All 40 cards are dealt out one at a time until each player ends up with 8 cards.
Starting with the player to the right of the dealer, everyone in turn "declares" how many points they think they can win. Each bid must be higher than the previous one. A player who does not wish to bid can pass, but by doing so cannot re-enter the bidding process again. The bidding continues, for several rounds if necessary, until all others have passed and the one player stands.
The highest bidder then, now the "Caller", announces the Briscola. That means that he/she calls the card that will act as the Briscola. The 'Briscola' is the card that establishes trumps. By doing so, the 'Caller' also enlists the assistance of the “Holder” of that card.
For example, if the highest bidder calls the “Ace of Clubs”, then clubs are trumps and the player holding the Ace of Clubs is now playing with the Caller, and against the other three players.
However, no one knows who the Holder is. It is part of the game that the Holder not reveal his/her identity, but quietly play together with the Caller to score your points and win the day. It is for the other players to deduce his/her identity in the course of play and adjust their strategy accordingly.
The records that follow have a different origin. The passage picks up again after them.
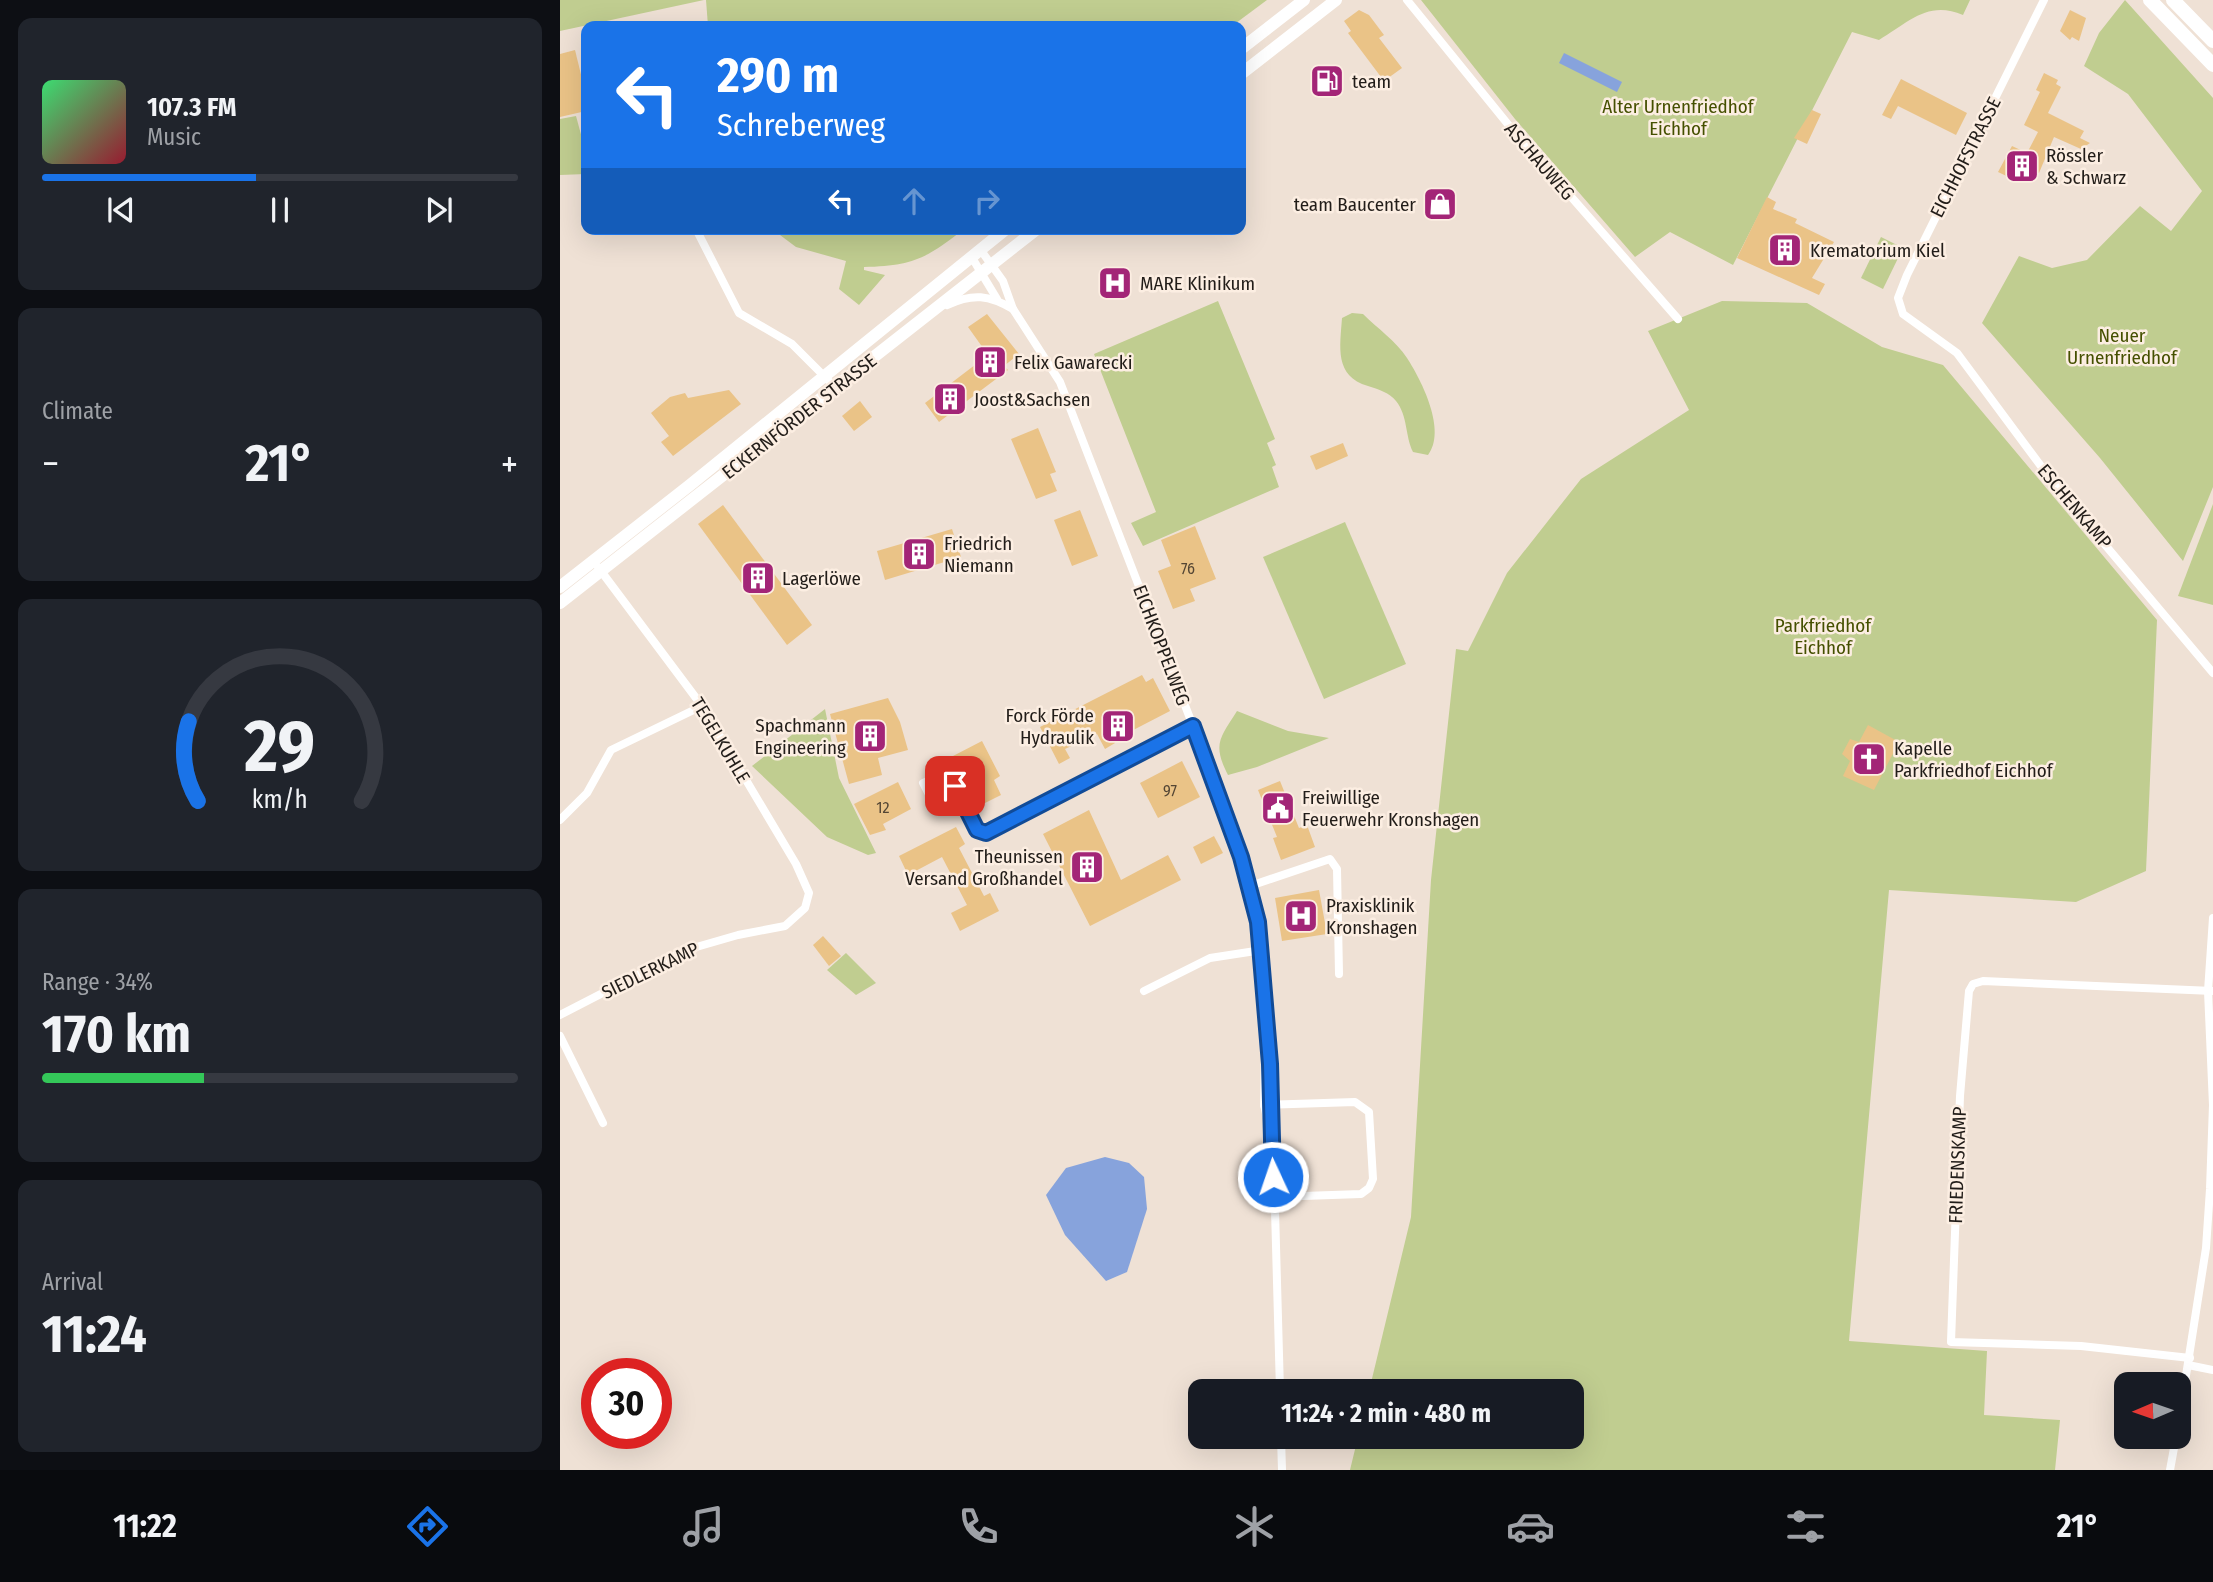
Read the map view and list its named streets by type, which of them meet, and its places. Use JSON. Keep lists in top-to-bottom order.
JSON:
{
  "streets": {
    "main road": ["ECKERNFÖRDER STRASSE"],
    "street": [
      "EICHHOFSTRASSE",
      "ASCHAUWEG",
      "ESCHENKAMP",
      "EICHKOPPELWEG",
      "TEGELKUHLE",
      "SIEDLERKAMP",
      "FRIEDENSKAMP"
    ]
  },
  "crossings": [
    ["EICHHOFSTRASSE", "ESCHENKAMP"],
    ["ECKERNFÖRDER STRASSE", "EICHKOPPELWEG"],
    ["ECKERNFÖRDER STRASSE", "TEGELKUHLE"],
    ["TEGELKUHLE", "SIEDLERKAMP"]
  ],
  "parks": ["Alter Urnenfriedhof Eichhof", "Neuer Urnenfriedhof", "Parkfriedhof Eichhof"],
  "places": {
    "fuel station": ["team"],
    "building": [
      "Rössler & Schwarz",
      "Krematorium Kiel",
      "Felix Gawarecki",
      "Joost&Sachsen",
      "Friedrich Niemann",
      "Lagerlöwe",
      "Forck Förde Hydraulik",
      "Spachmann Engineering",
      "Theunissen Versand Großhandel"
    ],
    "shop": ["team Baucenter"],
    "hospital": ["MARE Klinikum", "Praxisklinik Kronshagen"],
    "church": ["Kapelle Parkfriedhof Eichhof"],
    "public building": ["Freiwillige Feuerwehr Kronshagen"]
  },
  "house_numbers": ["76", "97", "12"],
  "north": "left",
  "page": {
    "turn": ["290 m", "Schreberweg"],
    "song": ["107.3 FM", "Music"],
    "tile": [
      "Climate",
      ["Range · 34%", "170 km"],
      ["Arrival", "11:24"]
    ],
    "heat": ["−", "21°", "+"],
    "limit": "30",
    "trip": "11:24 · 2 min · 480 m",
    "tabs": ["11:22", "21°"],
    "gauge": ["29", "km/h"]
  }
}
Right of the Dealer leads to the first trick and thereafter, whoever wins the trick leads to the next.
In Briscola, there is no obligation to follow suit. If A leads a card, say an Ace of Hearts, then B can follow suit, discard, or trump in as he/she may please.
- The trick is won by the highest Trump played to it.
- If no trumps are played, the trick is won by the highest card of the suit led.
Play continues until all cards have been played.
At the end of play, all players take up the tricks they have won and count up the value of their As, 3s, Ks, Qs, and Js.
The tricks won by the Caller and by the Holder are counted together. If the total is equal to or more than the Caller’s bid, he/she gets 2 points, and the Holder gets 1 point. The other three players lose a point each.
If the total is less than the Caller’s bid, The Caller loses 2 points, and the Holder loses 1 point. The Other three players gain 1 point each.
The first player to reach 15 points wins the game.